• [TO DO]
Scan each line of the records for the word "webkit" and extract the ones that have it.

• [Stored items]
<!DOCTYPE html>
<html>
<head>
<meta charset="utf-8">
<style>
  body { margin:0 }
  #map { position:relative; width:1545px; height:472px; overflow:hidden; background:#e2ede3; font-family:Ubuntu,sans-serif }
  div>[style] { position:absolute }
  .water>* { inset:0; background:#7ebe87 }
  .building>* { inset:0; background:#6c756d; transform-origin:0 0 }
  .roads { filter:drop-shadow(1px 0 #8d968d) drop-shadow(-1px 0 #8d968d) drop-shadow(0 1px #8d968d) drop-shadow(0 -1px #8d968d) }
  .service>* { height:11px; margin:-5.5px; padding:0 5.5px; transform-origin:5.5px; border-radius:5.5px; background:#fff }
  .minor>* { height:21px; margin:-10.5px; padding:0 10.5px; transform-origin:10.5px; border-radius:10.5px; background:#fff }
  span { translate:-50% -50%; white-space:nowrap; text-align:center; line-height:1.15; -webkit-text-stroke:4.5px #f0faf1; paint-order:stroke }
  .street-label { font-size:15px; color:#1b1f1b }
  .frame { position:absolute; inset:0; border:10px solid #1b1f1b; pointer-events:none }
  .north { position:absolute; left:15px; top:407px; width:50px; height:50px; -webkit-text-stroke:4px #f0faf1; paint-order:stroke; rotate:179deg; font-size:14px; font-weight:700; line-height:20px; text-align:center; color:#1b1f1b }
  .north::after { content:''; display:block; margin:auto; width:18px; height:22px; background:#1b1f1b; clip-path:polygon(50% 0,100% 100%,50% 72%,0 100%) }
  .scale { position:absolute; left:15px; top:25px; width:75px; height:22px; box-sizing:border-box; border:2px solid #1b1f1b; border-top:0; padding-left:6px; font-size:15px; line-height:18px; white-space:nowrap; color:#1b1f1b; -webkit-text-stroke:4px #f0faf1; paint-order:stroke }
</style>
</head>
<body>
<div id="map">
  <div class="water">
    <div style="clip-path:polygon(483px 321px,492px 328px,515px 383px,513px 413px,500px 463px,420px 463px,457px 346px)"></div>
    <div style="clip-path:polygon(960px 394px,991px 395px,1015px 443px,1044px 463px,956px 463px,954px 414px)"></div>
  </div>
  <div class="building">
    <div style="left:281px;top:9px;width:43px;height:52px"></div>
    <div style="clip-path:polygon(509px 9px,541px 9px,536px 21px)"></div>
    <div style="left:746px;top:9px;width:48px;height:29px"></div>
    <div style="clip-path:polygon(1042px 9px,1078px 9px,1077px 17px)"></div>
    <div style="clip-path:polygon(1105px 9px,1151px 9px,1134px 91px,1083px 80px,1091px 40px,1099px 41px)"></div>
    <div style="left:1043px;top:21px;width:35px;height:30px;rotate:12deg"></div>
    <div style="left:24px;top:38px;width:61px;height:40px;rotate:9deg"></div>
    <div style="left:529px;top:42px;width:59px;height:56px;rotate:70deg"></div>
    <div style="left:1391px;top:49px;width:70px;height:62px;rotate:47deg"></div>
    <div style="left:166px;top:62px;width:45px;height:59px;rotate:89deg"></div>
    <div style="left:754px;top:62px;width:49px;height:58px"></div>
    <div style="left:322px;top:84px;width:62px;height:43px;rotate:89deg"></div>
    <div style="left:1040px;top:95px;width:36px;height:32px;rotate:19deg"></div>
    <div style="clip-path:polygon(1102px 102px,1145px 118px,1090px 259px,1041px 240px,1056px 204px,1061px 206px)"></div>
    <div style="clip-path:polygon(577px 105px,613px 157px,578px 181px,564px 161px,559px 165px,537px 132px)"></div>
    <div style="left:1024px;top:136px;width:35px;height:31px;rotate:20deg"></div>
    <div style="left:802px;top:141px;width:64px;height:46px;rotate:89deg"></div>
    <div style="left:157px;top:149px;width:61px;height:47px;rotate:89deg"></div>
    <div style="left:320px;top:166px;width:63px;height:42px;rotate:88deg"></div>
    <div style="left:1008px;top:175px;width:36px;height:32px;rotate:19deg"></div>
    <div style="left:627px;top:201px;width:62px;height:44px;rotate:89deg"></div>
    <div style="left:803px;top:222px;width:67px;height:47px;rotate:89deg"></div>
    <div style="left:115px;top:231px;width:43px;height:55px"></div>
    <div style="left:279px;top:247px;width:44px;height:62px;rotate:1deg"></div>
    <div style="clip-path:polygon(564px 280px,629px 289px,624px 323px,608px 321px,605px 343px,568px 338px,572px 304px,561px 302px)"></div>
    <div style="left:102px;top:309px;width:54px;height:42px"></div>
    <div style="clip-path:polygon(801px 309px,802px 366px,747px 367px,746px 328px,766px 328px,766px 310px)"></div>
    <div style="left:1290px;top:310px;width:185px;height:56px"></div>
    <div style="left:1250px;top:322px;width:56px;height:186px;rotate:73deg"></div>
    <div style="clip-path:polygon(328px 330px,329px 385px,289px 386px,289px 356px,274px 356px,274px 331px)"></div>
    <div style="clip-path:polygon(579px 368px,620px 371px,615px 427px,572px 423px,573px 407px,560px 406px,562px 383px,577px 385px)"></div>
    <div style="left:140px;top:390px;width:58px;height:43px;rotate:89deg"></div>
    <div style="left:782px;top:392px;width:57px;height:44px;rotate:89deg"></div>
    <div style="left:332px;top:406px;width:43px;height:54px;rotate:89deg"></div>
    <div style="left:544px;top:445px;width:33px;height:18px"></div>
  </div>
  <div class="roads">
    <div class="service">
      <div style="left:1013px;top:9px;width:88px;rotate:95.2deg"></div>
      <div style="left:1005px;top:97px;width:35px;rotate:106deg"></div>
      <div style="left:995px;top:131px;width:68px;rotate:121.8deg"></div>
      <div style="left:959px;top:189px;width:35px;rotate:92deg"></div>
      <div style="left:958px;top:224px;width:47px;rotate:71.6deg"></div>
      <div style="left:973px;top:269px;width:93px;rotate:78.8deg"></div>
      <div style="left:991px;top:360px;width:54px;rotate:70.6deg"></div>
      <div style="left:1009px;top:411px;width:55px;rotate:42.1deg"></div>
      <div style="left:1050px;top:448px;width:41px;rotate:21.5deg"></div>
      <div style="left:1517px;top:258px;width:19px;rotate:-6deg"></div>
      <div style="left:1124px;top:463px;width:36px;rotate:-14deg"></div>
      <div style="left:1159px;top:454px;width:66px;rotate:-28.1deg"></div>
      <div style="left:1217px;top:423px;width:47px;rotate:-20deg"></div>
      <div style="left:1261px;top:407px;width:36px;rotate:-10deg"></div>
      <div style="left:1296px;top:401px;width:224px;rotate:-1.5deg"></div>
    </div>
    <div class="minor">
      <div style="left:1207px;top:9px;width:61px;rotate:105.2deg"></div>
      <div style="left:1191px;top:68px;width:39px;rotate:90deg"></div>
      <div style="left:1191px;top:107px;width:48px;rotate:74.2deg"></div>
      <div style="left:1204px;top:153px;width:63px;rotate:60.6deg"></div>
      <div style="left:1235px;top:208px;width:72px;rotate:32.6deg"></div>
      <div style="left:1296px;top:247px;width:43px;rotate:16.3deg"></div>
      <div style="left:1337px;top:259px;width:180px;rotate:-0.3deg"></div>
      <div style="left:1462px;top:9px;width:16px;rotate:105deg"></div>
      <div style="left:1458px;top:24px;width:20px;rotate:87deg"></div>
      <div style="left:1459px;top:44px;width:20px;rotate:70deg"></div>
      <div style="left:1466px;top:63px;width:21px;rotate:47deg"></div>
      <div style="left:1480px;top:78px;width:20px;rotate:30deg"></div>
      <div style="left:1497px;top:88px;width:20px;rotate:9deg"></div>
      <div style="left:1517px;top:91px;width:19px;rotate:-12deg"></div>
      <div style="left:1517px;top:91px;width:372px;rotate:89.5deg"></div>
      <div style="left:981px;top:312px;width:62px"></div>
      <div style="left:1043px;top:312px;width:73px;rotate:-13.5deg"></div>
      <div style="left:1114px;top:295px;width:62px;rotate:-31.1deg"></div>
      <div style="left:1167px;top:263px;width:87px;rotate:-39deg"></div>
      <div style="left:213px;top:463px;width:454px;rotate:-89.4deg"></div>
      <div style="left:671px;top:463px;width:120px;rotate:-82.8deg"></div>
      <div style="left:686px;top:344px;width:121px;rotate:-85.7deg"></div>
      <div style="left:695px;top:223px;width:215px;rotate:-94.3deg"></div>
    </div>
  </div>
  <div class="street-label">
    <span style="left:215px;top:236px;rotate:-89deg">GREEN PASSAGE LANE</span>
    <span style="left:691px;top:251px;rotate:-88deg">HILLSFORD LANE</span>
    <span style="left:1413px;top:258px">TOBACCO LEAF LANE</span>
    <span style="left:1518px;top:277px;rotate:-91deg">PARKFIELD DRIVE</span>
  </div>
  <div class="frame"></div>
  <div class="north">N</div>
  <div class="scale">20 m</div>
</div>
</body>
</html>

• [TASK RESPONSE]
  span { translate:-50% -50%; white-space:nowrap; text-align:center; line-height:1.15; -webkit-text-stroke:4.5px #f0faf1; paint-order:stroke }
  .north { position:absolute; left:15px; top:407px; width:50px; height:50px; -webkit-text-stroke:4px #f0faf1; paint-order:stroke; rotate:179deg; font-size:14px; font-weight:700; line-height:20px; text-align:center; color:#1b1f1b }
  .scale { position:absolute; left:15px; top:25px; width:75px; height:22px; box-sizing:border-box; border:2px solid #1b1f1b; border-top:0; padding-left:6px; font-size:15px; line-height:18px; white-space:nowrap; color:#1b1f1b; -webkit-text-stroke:4px #f0faf1; paint-order:stroke }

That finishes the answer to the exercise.